- _DATA SHOWN_
- - - -
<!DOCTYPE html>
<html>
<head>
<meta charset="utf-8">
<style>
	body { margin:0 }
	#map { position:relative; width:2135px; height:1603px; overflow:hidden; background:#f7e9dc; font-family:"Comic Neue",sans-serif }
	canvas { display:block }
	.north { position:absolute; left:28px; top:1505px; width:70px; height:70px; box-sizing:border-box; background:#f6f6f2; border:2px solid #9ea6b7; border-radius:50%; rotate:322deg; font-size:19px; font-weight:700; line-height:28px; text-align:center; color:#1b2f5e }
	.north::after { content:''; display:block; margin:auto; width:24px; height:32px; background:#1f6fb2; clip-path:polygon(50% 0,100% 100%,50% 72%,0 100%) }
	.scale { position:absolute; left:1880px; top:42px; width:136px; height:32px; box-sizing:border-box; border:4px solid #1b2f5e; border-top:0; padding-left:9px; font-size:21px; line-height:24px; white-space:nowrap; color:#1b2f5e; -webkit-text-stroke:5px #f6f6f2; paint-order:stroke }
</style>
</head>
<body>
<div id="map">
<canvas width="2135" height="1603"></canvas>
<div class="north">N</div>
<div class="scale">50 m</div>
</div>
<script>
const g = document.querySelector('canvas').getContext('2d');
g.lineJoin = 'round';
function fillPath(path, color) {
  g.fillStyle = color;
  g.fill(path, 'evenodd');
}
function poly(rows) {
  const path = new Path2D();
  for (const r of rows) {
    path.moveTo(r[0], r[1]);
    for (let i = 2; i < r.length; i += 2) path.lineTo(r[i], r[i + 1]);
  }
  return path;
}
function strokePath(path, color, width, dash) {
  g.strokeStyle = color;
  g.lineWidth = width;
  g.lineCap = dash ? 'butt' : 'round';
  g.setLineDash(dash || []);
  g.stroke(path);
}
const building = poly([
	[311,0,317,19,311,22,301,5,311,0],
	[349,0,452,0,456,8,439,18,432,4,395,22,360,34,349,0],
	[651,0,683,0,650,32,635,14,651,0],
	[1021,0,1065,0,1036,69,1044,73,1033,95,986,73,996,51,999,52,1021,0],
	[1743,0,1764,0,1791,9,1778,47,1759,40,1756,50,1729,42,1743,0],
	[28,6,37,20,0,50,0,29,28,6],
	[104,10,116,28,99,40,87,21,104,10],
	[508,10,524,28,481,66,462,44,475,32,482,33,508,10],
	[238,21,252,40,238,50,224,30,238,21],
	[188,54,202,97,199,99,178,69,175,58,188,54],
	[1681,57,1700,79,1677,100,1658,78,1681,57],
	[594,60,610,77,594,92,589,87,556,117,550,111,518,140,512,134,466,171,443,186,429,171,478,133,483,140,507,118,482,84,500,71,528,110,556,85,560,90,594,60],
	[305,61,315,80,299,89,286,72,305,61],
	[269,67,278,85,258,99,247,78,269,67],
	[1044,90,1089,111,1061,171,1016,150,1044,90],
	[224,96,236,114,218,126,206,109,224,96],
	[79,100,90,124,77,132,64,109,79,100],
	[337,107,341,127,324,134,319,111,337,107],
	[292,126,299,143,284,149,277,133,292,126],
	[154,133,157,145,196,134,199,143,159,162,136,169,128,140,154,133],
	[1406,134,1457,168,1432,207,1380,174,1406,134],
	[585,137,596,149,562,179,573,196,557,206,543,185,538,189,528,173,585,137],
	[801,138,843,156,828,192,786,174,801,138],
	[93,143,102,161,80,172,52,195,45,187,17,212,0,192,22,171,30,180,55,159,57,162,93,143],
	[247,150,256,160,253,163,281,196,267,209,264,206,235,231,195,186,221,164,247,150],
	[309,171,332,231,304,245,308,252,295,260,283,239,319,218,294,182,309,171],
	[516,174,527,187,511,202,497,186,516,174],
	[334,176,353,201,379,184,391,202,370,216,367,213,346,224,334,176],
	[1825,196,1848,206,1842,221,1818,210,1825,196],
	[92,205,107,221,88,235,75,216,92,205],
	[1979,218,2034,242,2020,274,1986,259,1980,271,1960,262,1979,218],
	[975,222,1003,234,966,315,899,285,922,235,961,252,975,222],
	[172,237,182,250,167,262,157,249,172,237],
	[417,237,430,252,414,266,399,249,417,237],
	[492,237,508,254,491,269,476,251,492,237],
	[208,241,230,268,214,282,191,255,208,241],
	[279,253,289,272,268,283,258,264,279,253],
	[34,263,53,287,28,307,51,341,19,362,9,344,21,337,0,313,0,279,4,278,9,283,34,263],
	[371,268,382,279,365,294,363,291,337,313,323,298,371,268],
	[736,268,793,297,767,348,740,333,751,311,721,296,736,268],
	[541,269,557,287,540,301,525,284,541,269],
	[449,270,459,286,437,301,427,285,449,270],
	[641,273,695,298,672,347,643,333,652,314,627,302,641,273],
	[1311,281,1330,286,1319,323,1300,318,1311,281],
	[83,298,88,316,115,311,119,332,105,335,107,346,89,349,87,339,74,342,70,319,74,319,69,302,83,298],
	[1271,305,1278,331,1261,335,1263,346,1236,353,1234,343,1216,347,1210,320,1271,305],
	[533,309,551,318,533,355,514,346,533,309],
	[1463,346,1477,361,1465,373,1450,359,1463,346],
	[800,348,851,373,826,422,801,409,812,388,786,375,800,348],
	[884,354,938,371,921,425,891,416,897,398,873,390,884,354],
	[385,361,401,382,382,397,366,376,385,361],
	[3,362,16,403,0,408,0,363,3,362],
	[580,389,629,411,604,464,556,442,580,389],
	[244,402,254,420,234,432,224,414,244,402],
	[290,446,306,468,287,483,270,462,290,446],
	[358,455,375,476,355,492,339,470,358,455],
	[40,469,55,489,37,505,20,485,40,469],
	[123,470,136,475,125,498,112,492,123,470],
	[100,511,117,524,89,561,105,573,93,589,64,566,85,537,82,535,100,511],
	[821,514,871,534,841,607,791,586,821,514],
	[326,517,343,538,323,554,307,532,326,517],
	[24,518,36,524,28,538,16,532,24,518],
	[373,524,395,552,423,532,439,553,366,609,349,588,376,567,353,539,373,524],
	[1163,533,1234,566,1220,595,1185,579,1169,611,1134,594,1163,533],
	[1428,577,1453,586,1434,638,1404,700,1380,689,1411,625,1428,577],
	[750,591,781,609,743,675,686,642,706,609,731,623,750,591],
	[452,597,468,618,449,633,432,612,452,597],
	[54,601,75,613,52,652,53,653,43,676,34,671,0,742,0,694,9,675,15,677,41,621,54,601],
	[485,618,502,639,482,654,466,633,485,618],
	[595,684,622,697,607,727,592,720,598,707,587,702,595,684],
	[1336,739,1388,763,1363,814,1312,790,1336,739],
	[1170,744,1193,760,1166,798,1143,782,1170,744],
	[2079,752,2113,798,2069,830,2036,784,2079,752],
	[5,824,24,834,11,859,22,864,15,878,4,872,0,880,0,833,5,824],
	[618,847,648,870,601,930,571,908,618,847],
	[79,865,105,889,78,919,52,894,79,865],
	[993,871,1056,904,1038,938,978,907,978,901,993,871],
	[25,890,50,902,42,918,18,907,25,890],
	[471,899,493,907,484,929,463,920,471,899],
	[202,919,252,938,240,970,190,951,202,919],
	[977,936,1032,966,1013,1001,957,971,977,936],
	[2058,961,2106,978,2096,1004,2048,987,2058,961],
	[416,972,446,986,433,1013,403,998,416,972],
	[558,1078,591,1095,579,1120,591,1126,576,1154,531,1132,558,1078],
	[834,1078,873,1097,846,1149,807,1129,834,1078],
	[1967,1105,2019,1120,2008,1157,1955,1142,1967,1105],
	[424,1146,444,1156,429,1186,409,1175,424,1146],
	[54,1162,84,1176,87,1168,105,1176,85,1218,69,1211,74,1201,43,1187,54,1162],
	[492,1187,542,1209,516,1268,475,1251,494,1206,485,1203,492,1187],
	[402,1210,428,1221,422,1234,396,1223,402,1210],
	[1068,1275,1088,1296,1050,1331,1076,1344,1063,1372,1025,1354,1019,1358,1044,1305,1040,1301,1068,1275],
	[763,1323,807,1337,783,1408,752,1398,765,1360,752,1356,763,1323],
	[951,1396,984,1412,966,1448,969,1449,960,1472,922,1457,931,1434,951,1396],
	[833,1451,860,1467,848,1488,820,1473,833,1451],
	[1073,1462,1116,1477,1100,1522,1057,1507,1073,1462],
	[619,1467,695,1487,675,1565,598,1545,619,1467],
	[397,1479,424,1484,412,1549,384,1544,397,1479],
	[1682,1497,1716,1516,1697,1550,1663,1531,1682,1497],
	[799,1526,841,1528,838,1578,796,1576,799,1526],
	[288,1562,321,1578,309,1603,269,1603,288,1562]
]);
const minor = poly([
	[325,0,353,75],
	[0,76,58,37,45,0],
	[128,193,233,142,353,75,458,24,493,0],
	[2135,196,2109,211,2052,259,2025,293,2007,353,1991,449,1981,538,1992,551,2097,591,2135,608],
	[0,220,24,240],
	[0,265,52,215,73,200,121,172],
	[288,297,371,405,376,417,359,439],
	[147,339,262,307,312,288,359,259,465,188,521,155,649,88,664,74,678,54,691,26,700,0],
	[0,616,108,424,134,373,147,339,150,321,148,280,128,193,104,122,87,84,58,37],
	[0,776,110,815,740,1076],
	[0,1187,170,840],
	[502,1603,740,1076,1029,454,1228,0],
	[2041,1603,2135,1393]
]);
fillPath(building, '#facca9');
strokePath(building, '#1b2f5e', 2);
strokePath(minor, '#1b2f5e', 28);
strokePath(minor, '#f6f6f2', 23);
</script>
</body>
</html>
- - - -
- _YOUR TASK_
Which lines in the data above hold the string "border"? Show each one.

- _ANSWER FOR THIS EXERCISE_
	.north { position:absolute; left:28px; top:1505px; width:70px; height:70px; box-sizing:border-box; background:#f6f6f2; border:2px solid #9ea6b7; border-radius:50%; rotate:322deg; font-size:19px; font-weight:700; line-height:28px; text-align:center; color:#1b2f5e }
	.scale { position:absolute; left:1880px; top:42px; width:136px; height:32px; box-sizing:border-box; border:4px solid #1b2f5e; border-top:0; padding-left:9px; font-size:21px; line-height:24px; white-space:nowrap; color:#1b2f5e; -webkit-text-stroke:5px #f6f6f2; paint-order:stroke }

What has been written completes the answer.